Sjögren’s syndrome (SS) is a slowly progressive, chronic autoimmune inflammatory condition characterized by the affliction of the exocrine glands, while it is also associated with extra-glandular involvement. It is known as an autoimmune exocrinopathy [1]. The most common clinical manifestations are a consequence of the lacrimal gland involvement (keratoconjunctivitis sicca) and that of the salivary glands (xerostomia), which define the sicca complex [2]. SS is diagnosed mainly in the fifth and sixth decades of life, with the female sex being more frequently affected [3]. Depending on the association with other diseases or the lack thereof, SS is classified as primary or secondary Sjögren’s syndrome [4].

The epidemiology of primary Sjögren’s syndrome (pSS) varies throughout publications, with the overall consensus indicating an incidence of about 0.3–26.1/100,000 persons and a prevalence of about 13.1–32/100,000 persons. Both the incidence and prevalence show an increase with age [5].

One of the main issues found in patients with pSS is represented by xerostomia, which can prove to be increasingly problematic in more severe cases, leading to altered taste, difficulties in chewing, swallowing dry food, speaking for a prolonged period of time, and even the appearance of dental cavities and oral candidiasis [2]. All the pSS clinical manifestations are the consequence of the inflammatory process in both the exocrine glands and extra-glandular organs.

Histopathological studies of the salivary glands revealed that patients with pSS present high levels of inflammatory infiltrate that consisted of mainly CD4+ T cells, B cells (representing approximately 90% of the inflammatory cells), and in a smaller percentage, a combination of plasma cells, CD8+ T cells, FoxP3+ T regulatory cells, CD56+ natural killer cells, macrophages, and myeloid and plasmacytoid dendritic cells. During the pSS evolution, as the severity of inflammation increases, the proportion of B cells in the inflammatory infiltrate also increases [6].

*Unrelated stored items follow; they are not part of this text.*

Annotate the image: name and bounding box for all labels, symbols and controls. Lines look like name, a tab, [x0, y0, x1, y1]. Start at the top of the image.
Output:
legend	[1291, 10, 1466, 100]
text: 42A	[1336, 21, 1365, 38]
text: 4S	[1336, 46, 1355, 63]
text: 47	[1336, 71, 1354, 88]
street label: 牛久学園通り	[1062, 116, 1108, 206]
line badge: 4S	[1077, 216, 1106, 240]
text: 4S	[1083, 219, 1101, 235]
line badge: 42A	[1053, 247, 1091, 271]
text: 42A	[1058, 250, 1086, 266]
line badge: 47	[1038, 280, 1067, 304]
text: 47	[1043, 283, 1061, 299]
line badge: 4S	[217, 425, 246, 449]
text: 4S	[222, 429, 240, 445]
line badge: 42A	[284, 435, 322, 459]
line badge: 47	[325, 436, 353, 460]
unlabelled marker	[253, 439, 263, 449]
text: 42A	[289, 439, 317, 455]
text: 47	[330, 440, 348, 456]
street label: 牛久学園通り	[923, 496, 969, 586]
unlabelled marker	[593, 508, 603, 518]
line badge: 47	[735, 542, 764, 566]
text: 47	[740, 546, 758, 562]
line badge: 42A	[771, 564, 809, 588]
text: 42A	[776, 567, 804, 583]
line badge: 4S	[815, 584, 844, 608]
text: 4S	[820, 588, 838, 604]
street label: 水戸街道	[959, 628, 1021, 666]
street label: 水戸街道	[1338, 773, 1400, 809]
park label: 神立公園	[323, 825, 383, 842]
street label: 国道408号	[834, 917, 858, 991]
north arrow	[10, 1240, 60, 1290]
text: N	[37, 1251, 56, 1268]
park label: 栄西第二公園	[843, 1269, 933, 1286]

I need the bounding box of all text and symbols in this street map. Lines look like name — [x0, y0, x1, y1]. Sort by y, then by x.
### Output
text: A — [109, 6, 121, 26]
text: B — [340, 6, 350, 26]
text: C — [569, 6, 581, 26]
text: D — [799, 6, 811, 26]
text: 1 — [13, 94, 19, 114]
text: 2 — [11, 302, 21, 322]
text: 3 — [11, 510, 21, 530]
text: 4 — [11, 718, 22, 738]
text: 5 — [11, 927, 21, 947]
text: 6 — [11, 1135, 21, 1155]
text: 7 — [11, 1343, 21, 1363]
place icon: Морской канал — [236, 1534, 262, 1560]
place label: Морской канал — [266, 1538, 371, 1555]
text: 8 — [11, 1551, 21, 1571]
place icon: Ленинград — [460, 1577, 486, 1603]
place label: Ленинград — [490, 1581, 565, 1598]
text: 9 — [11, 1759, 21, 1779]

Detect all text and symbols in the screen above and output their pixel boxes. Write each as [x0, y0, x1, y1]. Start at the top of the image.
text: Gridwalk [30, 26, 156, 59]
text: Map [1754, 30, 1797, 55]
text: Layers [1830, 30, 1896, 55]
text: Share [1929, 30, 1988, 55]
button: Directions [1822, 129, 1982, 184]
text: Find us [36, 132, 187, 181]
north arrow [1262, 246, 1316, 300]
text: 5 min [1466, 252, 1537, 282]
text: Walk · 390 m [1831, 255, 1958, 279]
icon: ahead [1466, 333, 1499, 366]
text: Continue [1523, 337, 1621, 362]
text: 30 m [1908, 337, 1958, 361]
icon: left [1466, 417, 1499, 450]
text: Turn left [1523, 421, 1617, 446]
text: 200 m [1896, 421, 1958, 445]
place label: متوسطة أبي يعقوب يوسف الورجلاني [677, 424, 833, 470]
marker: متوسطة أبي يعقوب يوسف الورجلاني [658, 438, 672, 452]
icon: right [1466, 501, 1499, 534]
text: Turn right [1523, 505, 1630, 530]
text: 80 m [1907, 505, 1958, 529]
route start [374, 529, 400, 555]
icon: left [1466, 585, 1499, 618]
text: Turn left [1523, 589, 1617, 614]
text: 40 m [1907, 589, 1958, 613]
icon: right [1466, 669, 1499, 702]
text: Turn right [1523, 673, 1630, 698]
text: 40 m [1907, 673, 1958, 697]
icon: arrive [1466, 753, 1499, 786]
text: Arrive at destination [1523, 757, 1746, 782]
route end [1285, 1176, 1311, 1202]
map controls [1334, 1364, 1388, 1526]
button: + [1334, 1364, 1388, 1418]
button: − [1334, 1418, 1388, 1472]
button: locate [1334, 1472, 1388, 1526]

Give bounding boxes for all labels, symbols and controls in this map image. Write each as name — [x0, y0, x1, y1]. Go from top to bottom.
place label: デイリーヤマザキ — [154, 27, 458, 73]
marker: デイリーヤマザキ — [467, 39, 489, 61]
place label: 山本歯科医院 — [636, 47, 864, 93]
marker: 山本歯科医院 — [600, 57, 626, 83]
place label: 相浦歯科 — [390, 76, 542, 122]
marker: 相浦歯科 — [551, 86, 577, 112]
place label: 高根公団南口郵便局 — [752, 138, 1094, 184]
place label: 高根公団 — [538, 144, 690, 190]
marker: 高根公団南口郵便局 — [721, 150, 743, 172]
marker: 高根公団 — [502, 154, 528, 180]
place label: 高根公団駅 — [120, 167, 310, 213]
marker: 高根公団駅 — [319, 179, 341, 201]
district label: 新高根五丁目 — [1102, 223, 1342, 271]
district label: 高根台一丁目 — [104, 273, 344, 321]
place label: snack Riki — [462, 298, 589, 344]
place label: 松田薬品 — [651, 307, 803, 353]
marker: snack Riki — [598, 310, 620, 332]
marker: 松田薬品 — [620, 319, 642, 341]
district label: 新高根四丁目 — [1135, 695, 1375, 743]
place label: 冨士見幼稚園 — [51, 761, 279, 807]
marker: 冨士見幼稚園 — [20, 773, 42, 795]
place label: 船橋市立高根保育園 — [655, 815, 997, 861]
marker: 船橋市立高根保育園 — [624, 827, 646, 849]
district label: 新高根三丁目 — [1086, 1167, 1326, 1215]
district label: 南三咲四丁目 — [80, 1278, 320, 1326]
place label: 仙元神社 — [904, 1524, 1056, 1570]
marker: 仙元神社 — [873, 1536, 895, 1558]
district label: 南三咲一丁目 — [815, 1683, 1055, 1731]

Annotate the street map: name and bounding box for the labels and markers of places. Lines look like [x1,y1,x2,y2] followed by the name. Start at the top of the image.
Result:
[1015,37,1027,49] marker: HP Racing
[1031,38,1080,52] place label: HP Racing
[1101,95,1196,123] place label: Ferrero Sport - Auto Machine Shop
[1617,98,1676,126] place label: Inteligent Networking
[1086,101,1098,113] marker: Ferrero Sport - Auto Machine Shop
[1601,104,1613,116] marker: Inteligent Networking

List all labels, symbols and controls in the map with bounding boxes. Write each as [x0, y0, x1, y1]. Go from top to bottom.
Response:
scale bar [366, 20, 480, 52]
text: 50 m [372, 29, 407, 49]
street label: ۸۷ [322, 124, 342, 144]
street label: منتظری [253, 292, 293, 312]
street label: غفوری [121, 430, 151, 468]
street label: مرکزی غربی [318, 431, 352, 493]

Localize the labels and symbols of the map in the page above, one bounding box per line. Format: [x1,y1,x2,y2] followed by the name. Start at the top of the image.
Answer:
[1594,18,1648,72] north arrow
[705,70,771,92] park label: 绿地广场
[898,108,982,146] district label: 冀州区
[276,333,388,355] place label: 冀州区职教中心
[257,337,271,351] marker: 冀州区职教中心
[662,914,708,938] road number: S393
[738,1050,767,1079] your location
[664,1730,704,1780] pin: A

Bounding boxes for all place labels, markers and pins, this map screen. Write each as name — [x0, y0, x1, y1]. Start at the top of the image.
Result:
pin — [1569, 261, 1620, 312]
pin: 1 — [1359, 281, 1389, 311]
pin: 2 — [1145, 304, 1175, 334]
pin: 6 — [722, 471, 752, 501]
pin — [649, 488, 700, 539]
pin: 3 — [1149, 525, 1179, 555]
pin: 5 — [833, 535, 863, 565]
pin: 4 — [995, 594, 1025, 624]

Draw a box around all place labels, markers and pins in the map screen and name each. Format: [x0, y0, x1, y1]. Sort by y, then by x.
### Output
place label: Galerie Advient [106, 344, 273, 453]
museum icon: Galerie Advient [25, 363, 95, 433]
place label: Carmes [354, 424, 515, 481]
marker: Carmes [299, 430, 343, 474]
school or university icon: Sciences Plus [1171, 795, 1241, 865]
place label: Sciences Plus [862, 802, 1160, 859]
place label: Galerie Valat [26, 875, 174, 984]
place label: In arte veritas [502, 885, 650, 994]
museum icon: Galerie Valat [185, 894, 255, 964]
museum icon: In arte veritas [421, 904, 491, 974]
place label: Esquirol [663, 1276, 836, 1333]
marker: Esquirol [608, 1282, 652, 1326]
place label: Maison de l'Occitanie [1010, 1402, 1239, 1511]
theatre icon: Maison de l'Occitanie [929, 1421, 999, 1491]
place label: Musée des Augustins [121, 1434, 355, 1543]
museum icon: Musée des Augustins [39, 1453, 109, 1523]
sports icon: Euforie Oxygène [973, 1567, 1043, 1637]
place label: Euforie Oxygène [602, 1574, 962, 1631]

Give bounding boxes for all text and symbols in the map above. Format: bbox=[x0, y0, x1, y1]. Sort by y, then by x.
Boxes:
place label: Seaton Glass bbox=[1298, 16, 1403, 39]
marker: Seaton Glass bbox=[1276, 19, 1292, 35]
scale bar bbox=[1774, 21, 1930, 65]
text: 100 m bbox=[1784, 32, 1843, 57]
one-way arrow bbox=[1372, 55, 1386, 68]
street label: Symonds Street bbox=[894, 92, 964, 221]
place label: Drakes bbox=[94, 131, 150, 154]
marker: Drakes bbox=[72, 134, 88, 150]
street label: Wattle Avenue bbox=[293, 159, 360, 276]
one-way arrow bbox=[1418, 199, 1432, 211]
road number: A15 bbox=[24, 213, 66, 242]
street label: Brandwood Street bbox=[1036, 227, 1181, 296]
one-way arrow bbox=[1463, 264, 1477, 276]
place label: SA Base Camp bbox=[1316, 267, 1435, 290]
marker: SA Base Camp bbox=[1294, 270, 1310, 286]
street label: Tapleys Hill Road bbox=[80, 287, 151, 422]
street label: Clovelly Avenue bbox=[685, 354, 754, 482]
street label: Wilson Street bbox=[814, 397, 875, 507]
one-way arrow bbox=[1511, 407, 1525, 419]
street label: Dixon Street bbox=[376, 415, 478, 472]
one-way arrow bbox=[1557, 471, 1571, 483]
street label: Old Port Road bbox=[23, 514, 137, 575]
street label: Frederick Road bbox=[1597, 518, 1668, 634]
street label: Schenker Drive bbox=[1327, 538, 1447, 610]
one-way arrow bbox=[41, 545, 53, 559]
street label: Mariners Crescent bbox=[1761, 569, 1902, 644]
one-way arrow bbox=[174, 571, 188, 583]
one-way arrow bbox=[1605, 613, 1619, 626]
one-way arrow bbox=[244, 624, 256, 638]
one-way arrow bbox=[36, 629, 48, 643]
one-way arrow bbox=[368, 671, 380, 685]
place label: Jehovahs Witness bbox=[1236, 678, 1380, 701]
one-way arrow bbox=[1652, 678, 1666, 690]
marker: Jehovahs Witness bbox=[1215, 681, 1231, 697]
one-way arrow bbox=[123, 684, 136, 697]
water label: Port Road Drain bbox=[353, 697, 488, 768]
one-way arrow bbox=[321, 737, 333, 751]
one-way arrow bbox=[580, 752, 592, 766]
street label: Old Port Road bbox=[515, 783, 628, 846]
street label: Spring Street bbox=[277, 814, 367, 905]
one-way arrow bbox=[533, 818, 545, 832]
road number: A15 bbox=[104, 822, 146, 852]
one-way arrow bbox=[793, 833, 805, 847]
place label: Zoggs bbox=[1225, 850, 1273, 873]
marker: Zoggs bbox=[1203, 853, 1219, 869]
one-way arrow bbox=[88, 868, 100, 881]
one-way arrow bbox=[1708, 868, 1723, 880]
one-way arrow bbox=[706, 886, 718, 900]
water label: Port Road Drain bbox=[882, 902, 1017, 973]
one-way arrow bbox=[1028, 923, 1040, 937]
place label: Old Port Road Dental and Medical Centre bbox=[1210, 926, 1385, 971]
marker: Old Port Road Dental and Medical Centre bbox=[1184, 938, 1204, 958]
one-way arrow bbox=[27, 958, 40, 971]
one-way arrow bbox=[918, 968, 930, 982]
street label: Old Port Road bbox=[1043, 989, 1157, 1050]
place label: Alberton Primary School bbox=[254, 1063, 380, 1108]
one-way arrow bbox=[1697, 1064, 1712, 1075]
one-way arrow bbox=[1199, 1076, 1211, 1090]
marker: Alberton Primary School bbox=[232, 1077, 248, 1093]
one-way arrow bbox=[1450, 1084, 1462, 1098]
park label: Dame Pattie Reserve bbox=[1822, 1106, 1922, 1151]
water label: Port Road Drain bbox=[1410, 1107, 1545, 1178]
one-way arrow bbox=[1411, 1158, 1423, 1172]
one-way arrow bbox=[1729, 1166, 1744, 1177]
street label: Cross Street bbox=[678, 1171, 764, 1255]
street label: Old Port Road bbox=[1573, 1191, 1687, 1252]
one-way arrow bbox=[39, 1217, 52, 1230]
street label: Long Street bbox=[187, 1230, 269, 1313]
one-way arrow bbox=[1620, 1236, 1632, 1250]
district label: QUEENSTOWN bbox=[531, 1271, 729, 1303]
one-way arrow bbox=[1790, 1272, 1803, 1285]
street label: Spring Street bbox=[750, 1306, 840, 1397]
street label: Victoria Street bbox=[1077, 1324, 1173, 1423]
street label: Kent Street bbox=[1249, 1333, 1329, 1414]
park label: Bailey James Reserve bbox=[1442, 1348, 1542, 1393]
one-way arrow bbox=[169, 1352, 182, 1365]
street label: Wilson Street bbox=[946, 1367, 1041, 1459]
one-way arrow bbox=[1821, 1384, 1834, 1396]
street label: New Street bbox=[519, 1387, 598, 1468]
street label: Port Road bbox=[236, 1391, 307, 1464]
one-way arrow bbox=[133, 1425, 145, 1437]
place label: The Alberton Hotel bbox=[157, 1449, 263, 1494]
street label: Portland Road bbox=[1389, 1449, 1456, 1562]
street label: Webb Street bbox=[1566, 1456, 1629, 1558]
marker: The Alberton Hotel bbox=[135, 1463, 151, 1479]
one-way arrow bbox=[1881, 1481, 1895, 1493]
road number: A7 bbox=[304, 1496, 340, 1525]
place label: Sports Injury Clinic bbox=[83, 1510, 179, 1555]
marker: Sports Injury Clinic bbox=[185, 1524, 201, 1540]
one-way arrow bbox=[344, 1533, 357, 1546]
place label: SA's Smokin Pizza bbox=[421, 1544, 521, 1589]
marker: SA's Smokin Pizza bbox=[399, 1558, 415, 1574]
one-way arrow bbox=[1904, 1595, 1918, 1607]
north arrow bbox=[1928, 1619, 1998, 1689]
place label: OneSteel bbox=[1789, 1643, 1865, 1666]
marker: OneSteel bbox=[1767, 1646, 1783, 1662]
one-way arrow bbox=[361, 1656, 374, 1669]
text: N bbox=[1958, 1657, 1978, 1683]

Activated lymphocytes from inflammatory infiltrate produce a large amount of beta-2-microglobulin (B2M). Β2M is a low-molecular-weight protein expressed on the surface of nucleated cells. In normal circumstances, this protein is released into body fluids at a constant rate. The serum level of B2M has been established as a prognostic marker in hematologic disorders, solid organ neoplasms, and rheumatic autoimmune diseases (Sjogren’s syndrome, systemic lupus erythematosus, rheumatoid arthritis). In patients with sicca complex, a high value of serum B2M represents an independent predictor of pSS development. In patients with pSS, the serum B2M is correlated with disease activity and extra-glandular systemic involvement, representing a prognostic factor for lymphoma development [7,8,9,10]. Furthermore, the cells found in the inflammatory infiltrate produce large amounts of cytokines, which are involved in pSS pathogenesis. Previous studies showed that in pSS patients, the levels of IL-1, IL-2, IL-4, IL-5, IL-6, IL-17, IL-21, IL-22, TNF-α, IFN-γ, macrophage colony-stimulating factor (M-CSF), B cell activating factor (BAFF), and mast cell growth factor (MCGF) were increased [11,12,13,14,15,16].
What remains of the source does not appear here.